Collected data entries:
============================================================

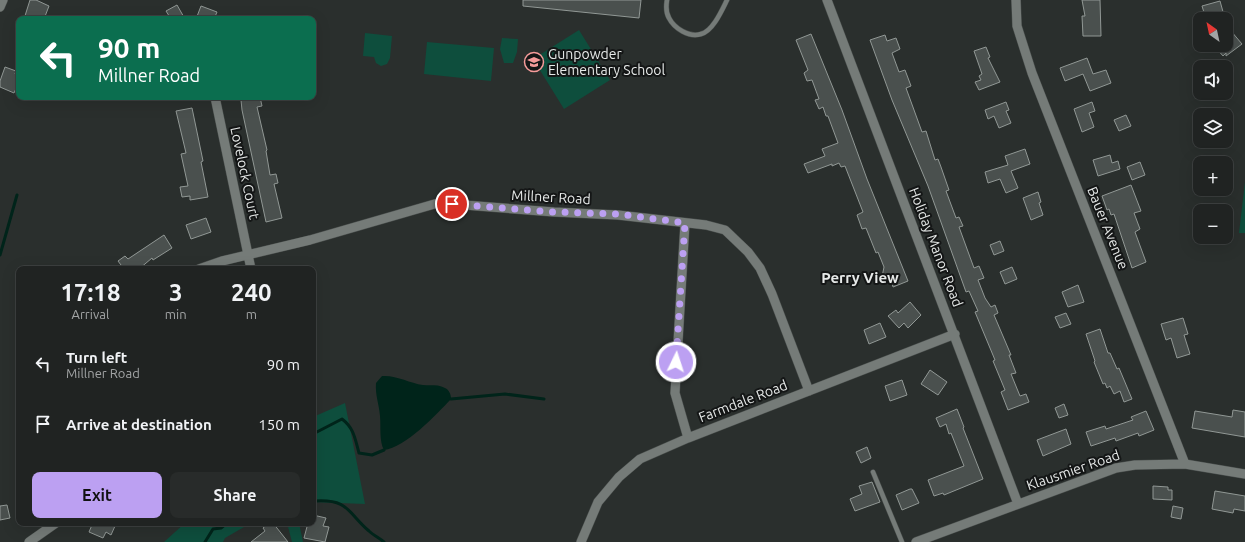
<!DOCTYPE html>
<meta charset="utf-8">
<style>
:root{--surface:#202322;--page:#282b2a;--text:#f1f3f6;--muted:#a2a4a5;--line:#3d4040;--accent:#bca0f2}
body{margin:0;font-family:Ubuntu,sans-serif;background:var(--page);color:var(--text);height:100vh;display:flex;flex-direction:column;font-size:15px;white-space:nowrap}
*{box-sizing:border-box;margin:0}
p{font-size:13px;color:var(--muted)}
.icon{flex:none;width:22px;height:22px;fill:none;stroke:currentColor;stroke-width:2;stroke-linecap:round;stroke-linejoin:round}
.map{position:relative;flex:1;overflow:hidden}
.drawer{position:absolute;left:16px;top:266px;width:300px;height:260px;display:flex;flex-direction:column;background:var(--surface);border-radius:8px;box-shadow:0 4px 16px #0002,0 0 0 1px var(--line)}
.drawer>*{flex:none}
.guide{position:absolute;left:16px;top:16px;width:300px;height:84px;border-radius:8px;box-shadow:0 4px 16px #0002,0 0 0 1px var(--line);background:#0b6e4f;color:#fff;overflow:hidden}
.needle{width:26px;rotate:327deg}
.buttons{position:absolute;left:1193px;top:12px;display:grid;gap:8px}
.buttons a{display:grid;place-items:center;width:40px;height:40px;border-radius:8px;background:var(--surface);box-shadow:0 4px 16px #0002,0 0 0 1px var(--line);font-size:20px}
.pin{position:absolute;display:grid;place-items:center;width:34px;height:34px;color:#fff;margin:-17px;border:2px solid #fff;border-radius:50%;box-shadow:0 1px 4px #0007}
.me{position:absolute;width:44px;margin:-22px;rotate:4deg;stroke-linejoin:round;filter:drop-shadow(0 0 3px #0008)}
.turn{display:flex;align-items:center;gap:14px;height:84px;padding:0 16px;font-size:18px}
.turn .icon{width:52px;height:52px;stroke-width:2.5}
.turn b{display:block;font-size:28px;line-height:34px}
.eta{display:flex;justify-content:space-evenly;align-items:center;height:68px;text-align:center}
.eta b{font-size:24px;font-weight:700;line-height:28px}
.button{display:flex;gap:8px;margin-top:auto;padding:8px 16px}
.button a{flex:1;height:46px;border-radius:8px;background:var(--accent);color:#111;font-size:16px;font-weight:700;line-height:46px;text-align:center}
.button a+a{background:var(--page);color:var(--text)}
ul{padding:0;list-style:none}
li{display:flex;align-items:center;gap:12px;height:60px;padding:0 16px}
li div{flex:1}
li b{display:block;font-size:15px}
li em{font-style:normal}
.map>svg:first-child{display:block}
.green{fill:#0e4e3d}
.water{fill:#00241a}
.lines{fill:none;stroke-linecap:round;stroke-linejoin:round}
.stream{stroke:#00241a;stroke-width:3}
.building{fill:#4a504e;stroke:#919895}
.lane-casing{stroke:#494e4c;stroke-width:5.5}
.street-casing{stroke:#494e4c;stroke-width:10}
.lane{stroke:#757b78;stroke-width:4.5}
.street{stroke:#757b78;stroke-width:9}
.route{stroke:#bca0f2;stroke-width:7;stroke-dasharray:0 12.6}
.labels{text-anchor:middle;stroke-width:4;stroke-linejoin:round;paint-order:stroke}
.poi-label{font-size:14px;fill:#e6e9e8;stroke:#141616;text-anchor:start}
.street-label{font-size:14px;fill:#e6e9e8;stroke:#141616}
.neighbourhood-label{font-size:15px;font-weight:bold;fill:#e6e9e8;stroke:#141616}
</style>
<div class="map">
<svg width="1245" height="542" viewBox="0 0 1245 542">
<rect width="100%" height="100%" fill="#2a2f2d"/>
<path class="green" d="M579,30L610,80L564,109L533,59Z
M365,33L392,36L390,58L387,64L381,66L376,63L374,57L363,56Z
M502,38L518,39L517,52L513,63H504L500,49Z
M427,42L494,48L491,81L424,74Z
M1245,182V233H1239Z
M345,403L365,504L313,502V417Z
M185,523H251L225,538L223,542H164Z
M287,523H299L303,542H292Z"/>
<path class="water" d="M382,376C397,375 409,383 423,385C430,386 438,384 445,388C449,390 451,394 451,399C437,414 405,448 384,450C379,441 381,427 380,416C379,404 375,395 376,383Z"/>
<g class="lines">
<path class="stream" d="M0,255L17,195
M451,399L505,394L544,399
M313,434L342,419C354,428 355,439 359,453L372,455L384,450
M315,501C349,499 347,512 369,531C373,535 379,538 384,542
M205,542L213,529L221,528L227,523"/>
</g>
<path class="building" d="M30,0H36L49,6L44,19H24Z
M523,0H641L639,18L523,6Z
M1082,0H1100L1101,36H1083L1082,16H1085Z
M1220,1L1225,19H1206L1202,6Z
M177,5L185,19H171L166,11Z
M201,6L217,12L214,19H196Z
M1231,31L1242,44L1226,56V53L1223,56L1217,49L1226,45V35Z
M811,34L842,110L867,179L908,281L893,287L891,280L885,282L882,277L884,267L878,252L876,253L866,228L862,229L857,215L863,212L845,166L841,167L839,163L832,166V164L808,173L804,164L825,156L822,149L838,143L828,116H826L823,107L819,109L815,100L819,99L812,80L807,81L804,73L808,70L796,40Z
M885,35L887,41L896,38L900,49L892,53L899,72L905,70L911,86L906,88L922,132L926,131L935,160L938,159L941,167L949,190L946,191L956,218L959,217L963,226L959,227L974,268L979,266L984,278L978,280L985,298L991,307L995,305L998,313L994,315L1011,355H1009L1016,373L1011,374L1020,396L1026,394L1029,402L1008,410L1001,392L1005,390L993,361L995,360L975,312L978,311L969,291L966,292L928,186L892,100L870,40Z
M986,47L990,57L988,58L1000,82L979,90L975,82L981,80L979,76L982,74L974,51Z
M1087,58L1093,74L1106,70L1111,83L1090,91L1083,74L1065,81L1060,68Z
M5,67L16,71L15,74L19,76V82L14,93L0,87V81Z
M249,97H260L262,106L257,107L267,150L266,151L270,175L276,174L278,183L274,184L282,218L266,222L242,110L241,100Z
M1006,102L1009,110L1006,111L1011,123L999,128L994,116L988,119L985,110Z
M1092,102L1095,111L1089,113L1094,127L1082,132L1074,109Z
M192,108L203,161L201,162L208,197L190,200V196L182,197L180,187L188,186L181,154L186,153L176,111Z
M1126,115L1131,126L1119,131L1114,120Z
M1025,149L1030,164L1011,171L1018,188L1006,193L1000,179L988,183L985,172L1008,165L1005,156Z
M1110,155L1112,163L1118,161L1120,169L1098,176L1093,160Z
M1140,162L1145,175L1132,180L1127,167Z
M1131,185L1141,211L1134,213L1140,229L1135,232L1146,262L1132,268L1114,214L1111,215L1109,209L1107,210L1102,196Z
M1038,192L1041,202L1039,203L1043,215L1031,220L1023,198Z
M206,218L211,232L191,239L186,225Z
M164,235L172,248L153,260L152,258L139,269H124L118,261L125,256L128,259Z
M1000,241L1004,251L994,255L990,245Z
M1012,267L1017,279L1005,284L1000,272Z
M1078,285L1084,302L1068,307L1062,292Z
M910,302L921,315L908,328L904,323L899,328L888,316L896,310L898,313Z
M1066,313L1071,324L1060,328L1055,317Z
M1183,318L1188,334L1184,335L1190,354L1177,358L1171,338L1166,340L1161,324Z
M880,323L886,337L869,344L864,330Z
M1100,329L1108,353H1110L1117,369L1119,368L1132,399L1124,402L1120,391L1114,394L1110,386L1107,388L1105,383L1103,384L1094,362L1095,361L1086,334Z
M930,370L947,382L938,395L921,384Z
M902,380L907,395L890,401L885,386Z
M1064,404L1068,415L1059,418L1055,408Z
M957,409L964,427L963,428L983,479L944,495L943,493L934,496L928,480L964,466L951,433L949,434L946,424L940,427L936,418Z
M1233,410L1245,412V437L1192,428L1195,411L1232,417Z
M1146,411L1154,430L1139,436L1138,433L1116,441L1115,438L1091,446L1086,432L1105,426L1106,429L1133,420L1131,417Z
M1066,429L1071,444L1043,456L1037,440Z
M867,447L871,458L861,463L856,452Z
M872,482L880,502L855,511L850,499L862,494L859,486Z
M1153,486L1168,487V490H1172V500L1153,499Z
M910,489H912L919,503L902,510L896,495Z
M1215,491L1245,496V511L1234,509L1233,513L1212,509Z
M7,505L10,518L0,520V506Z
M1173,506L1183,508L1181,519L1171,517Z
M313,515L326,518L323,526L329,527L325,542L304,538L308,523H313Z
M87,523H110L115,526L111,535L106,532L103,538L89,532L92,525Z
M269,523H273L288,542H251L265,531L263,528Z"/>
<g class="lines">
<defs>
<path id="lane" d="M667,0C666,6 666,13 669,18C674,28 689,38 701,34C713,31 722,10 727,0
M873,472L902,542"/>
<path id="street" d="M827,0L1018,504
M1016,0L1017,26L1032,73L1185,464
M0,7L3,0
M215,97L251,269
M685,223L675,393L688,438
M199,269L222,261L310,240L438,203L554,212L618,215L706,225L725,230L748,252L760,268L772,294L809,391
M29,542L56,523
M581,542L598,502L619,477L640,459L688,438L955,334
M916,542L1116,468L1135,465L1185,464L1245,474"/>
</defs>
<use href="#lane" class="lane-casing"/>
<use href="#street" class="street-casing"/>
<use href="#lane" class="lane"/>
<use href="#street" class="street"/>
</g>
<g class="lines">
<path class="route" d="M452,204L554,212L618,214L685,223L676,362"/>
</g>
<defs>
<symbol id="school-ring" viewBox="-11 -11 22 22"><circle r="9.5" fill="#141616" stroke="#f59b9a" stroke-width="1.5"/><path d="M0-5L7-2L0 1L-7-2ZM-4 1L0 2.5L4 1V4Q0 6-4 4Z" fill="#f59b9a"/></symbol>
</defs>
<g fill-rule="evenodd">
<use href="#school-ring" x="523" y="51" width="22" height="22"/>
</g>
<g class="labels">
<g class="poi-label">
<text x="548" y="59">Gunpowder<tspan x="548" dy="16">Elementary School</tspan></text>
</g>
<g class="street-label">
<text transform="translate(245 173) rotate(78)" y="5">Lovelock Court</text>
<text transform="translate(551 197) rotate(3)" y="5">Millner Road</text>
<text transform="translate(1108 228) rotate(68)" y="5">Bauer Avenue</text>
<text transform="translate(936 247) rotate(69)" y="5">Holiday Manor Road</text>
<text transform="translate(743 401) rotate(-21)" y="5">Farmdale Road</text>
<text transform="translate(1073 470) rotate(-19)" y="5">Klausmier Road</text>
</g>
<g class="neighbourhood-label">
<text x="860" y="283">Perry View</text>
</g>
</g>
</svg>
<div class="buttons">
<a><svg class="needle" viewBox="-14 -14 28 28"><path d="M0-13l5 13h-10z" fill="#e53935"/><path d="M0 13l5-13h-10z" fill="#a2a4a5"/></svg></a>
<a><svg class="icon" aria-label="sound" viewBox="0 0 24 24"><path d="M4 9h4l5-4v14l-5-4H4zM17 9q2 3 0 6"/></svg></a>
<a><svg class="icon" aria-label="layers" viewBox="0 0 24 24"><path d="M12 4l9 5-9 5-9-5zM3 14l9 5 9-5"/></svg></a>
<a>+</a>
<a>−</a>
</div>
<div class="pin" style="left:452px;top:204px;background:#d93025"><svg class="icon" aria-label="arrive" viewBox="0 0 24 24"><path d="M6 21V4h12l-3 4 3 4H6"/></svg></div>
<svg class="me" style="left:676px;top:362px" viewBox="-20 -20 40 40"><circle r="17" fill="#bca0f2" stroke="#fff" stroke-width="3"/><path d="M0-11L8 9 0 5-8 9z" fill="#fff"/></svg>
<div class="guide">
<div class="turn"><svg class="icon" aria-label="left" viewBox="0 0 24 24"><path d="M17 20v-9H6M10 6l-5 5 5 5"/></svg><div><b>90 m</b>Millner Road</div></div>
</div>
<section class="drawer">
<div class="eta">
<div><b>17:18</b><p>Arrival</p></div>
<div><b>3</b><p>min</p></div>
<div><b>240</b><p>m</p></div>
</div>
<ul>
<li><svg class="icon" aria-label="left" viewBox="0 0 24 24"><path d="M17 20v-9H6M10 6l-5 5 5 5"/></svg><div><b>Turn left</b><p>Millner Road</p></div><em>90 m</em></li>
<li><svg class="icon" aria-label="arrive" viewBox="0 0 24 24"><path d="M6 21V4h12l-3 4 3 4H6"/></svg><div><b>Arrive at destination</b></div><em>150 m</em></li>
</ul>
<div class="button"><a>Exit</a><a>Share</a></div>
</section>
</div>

============================================================

Exercise brief:
Return a copy of each line in the records above that has "size" in it.

The completed task:
body{margin:0;font-family:Ubuntu,sans-serif;background:var(--page);color:var(--text);height:100vh;display:flex;flex-direction:column;font-size:15px;white-space:nowrap}
p{font-size:13px;color:var(--muted)}
.buttons a{display:grid;place-items:center;width:40px;height:40px;border-radius:8px;background:var(--surface);box-shadow:0 4px 16px #0002,0 0 0 1px var(--line);font-size:20px}
.turn{display:flex;align-items:center;gap:14px;height:84px;padding:0 16px;font-size:18px}
.turn b{display:block;font-size:28px;line-height:34px}
.eta b{font-size:24px;font-weight:700;line-height:28px}
.button a{flex:1;height:46px;border-radius:8px;background:var(--accent);color:#111;font-size:16px;font-weight:700;line-height:46px;text-align:center}
li b{display:block;font-size:15px}
.poi-label{font-size:14px;fill:#e6e9e8;stroke:#141616;text-anchor:start}
.street-label{font-size:14px;fill:#e6e9e8;stroke:#141616}
.neighbourhood-label{font-size:15px;font-weight:bold;fill:#e6e9e8;stroke:#141616}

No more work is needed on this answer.